Economically, these imports are of no importance to any one, but from a health stand-point, even the smallest is big enough to bring national disaster. We imported canned poultry and canned ham from the United States of America and Canada but these two products can be supplied very satisfactorily by local producers and the national interests of no country could be affected if we eliminated these imports, although the profits of a few individuals might be touched. In advocating a complete ban on imports of canned meat, I say that we cannot afford to run the risk which these imports present. Our exports are now absolutely vital. Our solvency would collapse without our great output of products of animal origin. In 1958-59, they provided 61 per cent. of our total exports. Not only foot and mouth disease, but also blue tongue, swine fever, Newcastle disease in poultry, and rinderpest are some of the scourges of the earth which, by magnificent luck, we have so far avoided. Pigs, sheep, cattle and poultry all are dependent forsurvival on the continuance of this immunity. How foolish it is to imperil our animal industries for the sake of importing a few hundred tons of canned poultry, ham and other meats which are already in plentiful supply locally. In fact, they are oversupplied.
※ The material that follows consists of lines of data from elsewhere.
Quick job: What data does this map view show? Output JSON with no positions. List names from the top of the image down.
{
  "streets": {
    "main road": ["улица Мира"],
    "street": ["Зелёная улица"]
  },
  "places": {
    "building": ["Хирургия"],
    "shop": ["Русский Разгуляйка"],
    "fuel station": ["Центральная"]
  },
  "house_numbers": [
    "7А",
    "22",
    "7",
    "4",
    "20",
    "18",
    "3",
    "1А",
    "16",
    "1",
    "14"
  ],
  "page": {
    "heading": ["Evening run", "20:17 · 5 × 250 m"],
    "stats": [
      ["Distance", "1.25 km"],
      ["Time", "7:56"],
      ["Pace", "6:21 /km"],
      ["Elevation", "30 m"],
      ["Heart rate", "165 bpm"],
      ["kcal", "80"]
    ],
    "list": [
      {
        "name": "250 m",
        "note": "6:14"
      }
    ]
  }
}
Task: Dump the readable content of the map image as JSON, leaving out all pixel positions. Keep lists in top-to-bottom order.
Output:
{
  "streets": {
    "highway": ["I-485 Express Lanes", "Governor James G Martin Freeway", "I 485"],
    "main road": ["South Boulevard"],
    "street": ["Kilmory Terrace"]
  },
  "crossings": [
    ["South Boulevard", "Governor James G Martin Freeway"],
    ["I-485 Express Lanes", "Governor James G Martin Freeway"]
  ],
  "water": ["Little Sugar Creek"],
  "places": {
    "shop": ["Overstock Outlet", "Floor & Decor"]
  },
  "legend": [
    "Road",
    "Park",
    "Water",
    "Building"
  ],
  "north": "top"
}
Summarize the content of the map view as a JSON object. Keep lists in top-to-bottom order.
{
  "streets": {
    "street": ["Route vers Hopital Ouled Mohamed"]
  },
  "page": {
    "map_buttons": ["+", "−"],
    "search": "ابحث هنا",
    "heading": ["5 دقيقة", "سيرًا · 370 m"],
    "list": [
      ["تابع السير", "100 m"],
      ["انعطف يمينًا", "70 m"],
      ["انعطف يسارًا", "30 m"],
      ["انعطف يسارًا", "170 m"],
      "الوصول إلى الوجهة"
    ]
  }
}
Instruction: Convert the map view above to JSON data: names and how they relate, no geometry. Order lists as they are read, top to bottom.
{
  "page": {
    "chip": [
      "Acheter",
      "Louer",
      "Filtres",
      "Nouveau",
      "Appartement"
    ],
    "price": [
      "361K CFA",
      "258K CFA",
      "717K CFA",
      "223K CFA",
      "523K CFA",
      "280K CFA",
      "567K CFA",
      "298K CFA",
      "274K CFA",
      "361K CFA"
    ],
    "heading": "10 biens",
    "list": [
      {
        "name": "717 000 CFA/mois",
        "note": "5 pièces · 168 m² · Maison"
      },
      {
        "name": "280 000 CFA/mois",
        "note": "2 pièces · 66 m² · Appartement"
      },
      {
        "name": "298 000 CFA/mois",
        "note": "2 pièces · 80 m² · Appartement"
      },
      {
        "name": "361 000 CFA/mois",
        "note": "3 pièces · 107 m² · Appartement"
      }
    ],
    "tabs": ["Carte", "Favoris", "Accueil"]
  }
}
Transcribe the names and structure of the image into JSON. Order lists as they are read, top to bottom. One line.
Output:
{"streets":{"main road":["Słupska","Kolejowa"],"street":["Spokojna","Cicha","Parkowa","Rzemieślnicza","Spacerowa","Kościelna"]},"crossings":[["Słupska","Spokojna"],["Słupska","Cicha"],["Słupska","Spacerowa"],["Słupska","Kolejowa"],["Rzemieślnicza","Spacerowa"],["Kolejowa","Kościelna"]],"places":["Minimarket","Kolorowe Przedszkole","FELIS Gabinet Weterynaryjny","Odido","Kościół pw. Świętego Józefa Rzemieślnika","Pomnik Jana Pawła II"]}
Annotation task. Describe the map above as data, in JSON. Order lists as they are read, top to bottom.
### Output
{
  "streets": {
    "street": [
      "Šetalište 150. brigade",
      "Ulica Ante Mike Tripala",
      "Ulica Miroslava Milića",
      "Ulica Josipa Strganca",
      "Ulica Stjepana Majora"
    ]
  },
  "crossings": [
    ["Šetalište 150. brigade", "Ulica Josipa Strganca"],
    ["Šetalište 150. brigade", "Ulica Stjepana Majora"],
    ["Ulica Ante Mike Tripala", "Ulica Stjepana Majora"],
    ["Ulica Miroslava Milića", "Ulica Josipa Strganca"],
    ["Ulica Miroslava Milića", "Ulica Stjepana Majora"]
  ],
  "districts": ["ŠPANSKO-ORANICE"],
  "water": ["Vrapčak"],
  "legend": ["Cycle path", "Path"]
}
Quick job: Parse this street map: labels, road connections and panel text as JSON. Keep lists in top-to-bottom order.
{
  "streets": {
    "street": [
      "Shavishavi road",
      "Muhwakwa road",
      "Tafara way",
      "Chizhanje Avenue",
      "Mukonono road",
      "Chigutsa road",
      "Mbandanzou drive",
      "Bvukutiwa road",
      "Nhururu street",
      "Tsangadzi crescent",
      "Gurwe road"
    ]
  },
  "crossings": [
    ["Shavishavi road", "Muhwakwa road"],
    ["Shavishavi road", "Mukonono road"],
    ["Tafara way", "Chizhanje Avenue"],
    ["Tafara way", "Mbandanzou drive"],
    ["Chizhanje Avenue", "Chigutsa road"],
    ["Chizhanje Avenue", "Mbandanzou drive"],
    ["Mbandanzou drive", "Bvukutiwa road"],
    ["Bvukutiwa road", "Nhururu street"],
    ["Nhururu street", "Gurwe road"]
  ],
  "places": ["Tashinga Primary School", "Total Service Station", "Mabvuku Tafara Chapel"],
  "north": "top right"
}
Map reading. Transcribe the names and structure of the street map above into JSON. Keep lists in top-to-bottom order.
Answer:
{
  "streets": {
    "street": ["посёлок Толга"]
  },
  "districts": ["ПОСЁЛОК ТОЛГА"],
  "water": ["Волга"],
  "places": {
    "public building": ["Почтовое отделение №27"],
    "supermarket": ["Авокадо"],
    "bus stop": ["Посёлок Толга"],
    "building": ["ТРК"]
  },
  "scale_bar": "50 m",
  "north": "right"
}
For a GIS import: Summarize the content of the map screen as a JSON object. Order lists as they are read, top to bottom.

I trust that the Minister for Territories (Mr. Hasluck), who is in charge of the House, will convey to the Government my remarks about the serious situation arising from this suspected outbreak of swine fever in the County of Cumberland, and I hope that the banning of the import of canned meats into this country will be considered.

Mr JONES:
Newcastle

.- Mr. Speaker–

Motion (by Mr Hasluck) put -

That the question be now put.

The House divided. (Mr. Speaker - Hon. John McLeay.)

AYES: 51

NOES: 18

Majority . . . . 33

AYES

NOES

Question so resolved in the affirmative.

Original question resolved in the affirmative.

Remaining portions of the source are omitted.